Un couple résidant en Béarn a été condamné, jeudi 30 avril, pour avoir ouvert un élevage non autorisé de plusieurs espèces de tortues à leur domicile et pour en avoir fait le commerce illégalement. Les investigations ont duré des années avant de révéler cette activité clandestine.
Ils ont été emportés par leur passion. Ce couple béarnais a ainsi comparu devant le tribunal judiciaire de Bayonne pour avoir détenu et vendu illégalement des centaines de tortues d'eau et de terre depuis 2019. Âgés de 51 et 48 ans, ils ont commencé leur élevage à Siros, près de Pau, il y a près de vingt ans, après avoir hérité de tortues de leurs parents.
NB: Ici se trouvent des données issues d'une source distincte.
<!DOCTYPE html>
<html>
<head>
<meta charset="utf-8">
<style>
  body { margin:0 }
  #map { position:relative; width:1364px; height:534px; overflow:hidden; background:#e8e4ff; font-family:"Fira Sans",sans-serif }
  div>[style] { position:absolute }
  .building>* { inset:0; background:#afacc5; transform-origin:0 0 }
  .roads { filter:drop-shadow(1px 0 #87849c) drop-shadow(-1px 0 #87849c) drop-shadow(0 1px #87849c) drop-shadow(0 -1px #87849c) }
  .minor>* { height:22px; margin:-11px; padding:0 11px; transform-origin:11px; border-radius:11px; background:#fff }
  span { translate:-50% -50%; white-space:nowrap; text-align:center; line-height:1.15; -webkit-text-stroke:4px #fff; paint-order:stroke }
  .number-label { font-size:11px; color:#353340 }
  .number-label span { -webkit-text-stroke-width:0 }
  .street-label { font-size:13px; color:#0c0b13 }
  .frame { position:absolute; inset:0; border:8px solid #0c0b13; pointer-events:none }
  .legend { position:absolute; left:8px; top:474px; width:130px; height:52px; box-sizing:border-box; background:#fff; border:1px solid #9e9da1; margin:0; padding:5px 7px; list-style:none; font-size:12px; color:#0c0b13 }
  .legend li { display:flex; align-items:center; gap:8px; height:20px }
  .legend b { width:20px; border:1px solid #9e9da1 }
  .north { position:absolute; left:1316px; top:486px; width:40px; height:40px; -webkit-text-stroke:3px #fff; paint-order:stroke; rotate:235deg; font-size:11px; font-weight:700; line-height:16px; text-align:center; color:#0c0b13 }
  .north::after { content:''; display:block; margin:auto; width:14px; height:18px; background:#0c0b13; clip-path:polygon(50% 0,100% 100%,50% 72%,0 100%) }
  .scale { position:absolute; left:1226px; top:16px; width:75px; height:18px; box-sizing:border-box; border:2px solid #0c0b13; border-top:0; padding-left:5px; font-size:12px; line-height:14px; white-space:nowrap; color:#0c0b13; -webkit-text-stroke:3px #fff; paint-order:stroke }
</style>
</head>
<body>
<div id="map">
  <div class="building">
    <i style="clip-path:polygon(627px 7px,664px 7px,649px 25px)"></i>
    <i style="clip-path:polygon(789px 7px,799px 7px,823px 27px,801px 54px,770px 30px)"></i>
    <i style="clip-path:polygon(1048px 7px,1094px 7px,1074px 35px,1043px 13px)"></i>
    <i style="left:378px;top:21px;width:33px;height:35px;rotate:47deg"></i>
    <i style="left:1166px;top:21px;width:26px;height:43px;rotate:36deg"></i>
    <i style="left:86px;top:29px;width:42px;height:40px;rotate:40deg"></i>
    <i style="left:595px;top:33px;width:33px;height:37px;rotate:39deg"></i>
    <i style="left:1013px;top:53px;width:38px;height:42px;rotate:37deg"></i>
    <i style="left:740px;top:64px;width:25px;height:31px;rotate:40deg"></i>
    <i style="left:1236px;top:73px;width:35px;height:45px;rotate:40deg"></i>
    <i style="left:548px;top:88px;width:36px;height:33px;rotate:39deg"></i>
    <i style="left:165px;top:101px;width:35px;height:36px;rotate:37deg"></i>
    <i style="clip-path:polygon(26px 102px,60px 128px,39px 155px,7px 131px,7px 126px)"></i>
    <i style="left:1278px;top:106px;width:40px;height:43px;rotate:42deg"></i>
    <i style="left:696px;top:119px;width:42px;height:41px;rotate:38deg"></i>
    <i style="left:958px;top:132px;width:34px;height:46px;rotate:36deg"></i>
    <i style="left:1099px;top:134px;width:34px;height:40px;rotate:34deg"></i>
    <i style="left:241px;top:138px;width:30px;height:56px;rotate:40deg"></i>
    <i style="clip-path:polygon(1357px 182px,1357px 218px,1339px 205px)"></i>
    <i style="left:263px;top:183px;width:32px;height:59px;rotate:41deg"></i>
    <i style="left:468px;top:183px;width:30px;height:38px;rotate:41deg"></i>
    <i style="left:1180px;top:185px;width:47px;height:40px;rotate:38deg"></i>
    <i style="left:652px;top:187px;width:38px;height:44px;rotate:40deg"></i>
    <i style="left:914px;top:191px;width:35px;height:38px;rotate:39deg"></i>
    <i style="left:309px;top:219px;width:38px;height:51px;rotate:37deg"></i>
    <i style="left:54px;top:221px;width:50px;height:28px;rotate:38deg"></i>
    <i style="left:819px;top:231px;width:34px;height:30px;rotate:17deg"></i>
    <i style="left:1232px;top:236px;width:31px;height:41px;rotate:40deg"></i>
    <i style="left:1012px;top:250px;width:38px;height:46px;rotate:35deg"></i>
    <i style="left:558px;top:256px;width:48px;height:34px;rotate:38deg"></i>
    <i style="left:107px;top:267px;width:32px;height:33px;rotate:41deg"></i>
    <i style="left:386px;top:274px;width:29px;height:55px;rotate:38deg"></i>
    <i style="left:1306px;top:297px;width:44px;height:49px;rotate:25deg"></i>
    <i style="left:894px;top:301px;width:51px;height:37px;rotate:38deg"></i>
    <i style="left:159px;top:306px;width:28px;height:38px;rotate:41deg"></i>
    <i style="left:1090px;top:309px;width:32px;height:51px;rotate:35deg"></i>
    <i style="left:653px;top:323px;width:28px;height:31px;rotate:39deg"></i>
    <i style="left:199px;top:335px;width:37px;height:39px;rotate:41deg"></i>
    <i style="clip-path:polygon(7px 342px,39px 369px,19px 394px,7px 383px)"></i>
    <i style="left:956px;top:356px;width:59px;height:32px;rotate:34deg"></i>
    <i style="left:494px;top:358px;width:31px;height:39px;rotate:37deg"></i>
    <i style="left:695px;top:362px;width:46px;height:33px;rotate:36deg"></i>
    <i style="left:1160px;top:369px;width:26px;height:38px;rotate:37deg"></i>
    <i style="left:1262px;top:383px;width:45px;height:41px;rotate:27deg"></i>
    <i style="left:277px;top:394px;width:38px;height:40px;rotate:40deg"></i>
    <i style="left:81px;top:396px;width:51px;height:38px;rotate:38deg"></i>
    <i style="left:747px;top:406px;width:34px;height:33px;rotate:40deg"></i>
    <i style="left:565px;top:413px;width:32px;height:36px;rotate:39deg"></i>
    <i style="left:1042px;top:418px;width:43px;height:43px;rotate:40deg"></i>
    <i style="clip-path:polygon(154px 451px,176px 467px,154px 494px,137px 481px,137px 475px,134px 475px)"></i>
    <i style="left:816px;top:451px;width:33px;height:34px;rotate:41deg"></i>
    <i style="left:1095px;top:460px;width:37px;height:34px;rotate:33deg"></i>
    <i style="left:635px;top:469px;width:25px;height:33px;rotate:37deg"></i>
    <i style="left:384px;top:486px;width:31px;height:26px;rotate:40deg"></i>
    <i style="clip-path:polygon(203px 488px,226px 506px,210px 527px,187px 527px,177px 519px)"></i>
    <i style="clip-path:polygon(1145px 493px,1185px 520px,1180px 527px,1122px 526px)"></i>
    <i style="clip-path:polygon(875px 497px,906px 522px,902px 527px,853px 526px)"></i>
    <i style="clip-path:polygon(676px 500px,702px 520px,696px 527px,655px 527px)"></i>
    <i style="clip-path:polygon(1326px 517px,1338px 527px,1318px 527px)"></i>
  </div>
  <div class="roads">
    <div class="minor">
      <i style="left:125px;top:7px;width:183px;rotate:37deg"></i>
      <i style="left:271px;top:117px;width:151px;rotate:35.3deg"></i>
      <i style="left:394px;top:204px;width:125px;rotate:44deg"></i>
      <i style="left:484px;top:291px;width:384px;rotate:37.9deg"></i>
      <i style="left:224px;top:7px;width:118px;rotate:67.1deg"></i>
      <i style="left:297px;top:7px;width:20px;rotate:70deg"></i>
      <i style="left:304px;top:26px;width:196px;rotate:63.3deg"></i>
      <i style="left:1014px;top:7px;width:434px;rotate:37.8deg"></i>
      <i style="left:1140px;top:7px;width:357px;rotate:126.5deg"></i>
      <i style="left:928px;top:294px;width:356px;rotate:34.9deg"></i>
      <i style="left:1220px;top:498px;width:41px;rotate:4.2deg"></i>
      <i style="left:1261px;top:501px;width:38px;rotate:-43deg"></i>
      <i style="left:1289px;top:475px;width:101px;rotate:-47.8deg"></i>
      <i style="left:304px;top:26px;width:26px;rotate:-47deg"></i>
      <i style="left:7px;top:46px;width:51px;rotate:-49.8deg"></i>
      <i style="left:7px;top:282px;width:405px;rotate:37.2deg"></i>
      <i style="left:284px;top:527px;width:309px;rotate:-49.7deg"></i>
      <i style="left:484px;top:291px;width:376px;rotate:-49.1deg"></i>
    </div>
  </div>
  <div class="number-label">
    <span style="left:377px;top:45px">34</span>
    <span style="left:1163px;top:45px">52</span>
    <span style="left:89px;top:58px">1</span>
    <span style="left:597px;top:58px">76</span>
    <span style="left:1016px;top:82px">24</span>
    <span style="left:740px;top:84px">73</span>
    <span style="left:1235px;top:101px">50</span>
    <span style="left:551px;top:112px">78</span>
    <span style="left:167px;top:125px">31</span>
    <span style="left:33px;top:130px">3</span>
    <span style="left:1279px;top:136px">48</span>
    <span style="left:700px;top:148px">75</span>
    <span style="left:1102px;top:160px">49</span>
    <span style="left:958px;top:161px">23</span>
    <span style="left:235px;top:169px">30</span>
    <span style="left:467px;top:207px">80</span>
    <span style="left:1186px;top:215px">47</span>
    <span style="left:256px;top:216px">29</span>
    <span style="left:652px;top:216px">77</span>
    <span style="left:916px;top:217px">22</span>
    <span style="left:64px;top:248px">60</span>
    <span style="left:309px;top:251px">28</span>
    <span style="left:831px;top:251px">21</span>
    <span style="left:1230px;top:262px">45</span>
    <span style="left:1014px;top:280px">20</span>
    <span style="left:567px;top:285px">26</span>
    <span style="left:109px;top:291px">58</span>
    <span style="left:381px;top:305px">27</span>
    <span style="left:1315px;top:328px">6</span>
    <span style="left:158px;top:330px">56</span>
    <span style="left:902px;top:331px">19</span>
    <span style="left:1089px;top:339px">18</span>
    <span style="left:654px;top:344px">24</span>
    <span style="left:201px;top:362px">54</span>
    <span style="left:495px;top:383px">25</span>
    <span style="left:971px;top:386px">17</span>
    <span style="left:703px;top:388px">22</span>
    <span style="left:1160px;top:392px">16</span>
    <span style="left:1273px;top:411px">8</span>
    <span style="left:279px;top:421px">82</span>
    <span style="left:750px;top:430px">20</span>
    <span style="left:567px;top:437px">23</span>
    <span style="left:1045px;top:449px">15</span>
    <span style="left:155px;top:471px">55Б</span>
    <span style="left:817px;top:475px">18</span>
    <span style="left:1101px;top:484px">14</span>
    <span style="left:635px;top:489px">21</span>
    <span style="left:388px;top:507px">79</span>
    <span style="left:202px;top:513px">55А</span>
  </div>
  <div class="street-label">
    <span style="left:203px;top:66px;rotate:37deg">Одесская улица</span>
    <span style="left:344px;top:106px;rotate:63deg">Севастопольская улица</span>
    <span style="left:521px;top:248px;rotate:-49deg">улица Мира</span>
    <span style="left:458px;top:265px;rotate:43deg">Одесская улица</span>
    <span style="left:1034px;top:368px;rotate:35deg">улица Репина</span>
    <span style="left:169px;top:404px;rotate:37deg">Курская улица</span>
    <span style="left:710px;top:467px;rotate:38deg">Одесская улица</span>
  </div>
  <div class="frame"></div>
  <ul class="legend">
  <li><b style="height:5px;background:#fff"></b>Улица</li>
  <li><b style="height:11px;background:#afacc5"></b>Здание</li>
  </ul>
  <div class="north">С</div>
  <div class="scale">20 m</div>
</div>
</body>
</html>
Ils se sont alors lancés dans la reproduction d’espèces de tortues classées comme protégées ou invasives, utilisant des incubateurs, et ce, sans jamais respecter la réglementation.
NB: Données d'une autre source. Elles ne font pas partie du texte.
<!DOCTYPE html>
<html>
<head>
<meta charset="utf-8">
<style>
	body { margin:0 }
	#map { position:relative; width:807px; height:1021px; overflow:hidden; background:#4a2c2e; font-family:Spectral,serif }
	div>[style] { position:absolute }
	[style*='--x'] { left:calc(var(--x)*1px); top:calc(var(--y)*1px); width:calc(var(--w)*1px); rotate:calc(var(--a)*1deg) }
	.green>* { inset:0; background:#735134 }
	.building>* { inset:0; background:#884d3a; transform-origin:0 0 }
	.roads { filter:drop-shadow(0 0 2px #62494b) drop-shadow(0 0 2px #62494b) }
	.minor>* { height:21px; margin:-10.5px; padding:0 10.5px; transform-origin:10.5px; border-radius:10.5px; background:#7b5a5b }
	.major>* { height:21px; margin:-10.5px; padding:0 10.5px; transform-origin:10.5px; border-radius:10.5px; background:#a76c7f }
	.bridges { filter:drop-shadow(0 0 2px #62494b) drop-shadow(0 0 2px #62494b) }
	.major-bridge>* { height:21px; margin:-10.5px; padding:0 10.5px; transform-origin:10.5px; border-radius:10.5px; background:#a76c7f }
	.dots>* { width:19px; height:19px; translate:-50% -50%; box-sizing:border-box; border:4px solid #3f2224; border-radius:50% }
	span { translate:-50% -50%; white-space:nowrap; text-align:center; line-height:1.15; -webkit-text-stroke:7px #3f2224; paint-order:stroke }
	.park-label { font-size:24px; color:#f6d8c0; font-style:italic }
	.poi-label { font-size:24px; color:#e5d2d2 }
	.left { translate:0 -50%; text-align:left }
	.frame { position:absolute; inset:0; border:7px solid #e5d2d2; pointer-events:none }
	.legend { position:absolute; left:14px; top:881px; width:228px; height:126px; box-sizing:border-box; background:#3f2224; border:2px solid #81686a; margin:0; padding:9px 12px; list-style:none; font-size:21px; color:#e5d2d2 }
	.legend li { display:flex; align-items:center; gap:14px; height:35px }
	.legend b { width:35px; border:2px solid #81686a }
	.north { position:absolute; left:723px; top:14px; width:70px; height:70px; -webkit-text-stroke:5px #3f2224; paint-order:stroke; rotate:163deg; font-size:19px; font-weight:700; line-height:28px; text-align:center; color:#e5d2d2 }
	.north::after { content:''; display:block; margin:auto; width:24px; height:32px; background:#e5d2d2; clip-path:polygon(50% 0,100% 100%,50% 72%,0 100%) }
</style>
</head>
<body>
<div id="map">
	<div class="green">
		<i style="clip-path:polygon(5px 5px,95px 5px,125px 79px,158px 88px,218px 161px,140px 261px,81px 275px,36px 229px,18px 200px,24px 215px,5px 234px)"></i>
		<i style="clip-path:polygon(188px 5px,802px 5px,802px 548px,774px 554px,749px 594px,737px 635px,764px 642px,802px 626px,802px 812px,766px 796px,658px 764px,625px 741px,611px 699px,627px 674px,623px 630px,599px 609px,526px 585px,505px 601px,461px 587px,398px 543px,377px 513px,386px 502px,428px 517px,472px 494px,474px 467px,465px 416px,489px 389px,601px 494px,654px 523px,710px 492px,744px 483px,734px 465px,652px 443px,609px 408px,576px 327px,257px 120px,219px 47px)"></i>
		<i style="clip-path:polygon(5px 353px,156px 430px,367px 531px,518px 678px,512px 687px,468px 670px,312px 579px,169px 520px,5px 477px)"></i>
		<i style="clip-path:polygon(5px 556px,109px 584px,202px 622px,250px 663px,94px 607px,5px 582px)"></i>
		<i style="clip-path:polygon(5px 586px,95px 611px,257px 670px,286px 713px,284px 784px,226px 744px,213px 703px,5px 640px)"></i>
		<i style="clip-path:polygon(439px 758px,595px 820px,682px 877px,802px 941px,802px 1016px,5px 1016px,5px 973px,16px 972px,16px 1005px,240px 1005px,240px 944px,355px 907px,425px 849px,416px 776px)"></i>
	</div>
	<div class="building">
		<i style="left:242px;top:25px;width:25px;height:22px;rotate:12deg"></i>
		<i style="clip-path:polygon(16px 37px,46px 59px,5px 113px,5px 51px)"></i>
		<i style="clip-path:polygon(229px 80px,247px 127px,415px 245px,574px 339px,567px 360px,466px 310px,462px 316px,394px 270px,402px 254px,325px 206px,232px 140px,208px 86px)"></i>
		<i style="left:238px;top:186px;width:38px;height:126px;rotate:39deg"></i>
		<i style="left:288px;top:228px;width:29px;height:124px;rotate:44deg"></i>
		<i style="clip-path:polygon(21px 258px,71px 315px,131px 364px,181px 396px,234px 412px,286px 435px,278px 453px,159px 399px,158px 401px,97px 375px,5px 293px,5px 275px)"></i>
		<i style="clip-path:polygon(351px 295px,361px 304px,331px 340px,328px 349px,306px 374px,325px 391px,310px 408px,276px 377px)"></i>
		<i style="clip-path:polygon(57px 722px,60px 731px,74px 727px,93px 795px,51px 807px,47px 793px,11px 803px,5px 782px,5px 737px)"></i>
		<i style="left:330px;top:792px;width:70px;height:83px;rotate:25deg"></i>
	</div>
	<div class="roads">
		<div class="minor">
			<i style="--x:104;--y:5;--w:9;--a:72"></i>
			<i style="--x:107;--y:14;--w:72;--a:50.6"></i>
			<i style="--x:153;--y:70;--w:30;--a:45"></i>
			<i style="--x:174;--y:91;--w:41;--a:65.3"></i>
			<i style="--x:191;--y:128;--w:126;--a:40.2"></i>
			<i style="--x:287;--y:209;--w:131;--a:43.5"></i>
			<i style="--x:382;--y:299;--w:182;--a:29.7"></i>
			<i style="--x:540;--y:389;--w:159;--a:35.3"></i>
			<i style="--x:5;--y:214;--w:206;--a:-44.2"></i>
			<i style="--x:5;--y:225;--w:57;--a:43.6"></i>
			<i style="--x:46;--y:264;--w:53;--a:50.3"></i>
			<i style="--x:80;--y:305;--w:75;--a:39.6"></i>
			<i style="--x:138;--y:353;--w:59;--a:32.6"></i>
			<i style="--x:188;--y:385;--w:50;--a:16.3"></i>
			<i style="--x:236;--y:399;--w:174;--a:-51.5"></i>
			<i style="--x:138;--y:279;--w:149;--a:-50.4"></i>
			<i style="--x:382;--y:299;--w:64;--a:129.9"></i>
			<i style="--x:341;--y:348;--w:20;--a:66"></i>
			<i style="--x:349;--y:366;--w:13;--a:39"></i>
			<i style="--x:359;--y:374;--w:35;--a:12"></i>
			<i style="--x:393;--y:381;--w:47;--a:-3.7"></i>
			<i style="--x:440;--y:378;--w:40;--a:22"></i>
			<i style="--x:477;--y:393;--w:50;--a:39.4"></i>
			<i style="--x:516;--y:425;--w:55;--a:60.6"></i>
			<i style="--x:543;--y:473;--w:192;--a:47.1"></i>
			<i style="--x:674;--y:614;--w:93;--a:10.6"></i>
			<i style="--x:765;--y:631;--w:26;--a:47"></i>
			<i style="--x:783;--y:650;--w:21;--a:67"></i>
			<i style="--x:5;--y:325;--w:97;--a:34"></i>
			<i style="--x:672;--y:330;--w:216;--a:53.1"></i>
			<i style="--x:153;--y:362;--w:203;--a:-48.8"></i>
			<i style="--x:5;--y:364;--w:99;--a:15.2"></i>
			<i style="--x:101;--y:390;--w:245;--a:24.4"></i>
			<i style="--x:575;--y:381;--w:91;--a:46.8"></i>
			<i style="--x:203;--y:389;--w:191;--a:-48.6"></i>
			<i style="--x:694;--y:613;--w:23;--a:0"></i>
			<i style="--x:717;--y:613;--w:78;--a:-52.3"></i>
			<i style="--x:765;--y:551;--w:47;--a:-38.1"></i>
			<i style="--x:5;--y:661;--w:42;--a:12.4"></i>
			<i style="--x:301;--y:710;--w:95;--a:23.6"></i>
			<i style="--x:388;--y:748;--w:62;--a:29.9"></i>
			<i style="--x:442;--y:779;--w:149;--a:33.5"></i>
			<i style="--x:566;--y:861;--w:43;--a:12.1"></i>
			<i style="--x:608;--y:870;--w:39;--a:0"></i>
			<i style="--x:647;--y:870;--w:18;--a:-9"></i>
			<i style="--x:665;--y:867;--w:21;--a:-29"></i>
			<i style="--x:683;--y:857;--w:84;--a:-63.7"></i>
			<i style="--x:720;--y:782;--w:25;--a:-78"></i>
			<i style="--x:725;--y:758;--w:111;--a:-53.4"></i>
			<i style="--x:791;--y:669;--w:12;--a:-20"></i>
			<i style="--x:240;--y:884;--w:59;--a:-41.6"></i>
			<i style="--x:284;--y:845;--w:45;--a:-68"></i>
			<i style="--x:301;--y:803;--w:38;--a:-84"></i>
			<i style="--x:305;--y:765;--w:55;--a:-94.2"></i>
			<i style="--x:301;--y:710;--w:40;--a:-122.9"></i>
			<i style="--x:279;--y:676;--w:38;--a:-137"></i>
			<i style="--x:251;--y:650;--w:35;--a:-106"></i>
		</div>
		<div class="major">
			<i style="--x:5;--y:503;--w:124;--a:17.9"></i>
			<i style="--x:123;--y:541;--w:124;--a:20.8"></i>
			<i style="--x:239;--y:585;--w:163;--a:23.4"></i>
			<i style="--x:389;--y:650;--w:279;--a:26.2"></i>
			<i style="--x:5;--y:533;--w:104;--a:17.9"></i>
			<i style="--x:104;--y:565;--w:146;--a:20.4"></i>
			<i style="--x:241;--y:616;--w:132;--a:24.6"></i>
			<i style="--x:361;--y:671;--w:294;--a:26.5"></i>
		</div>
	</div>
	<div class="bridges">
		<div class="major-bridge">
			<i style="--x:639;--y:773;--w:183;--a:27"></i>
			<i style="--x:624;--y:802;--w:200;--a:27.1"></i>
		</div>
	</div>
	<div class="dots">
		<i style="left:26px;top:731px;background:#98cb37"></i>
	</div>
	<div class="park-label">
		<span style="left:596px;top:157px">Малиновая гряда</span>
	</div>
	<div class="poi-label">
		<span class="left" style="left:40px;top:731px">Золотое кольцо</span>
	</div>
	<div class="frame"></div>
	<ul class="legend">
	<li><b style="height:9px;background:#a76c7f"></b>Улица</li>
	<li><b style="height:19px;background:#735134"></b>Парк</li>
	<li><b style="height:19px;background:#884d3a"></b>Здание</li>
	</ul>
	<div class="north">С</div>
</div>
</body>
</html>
Les prévenus ont reconnu avoir perdu le contrôle de leur petite entreprise.
"Il y a vingt ans, cela semblait trop compliqué de s’enregistrer. Nous avons été dépassés",ont-ils déclaré au tribunal. Ils ont commencé à donner des tortues, puis à les vendre via des annonces en ligne.
"Vous livriez des tortues dans des cartons sur des parkings, sans savoir ce que devenaient les animaux par la suite",a rétorqué la juge.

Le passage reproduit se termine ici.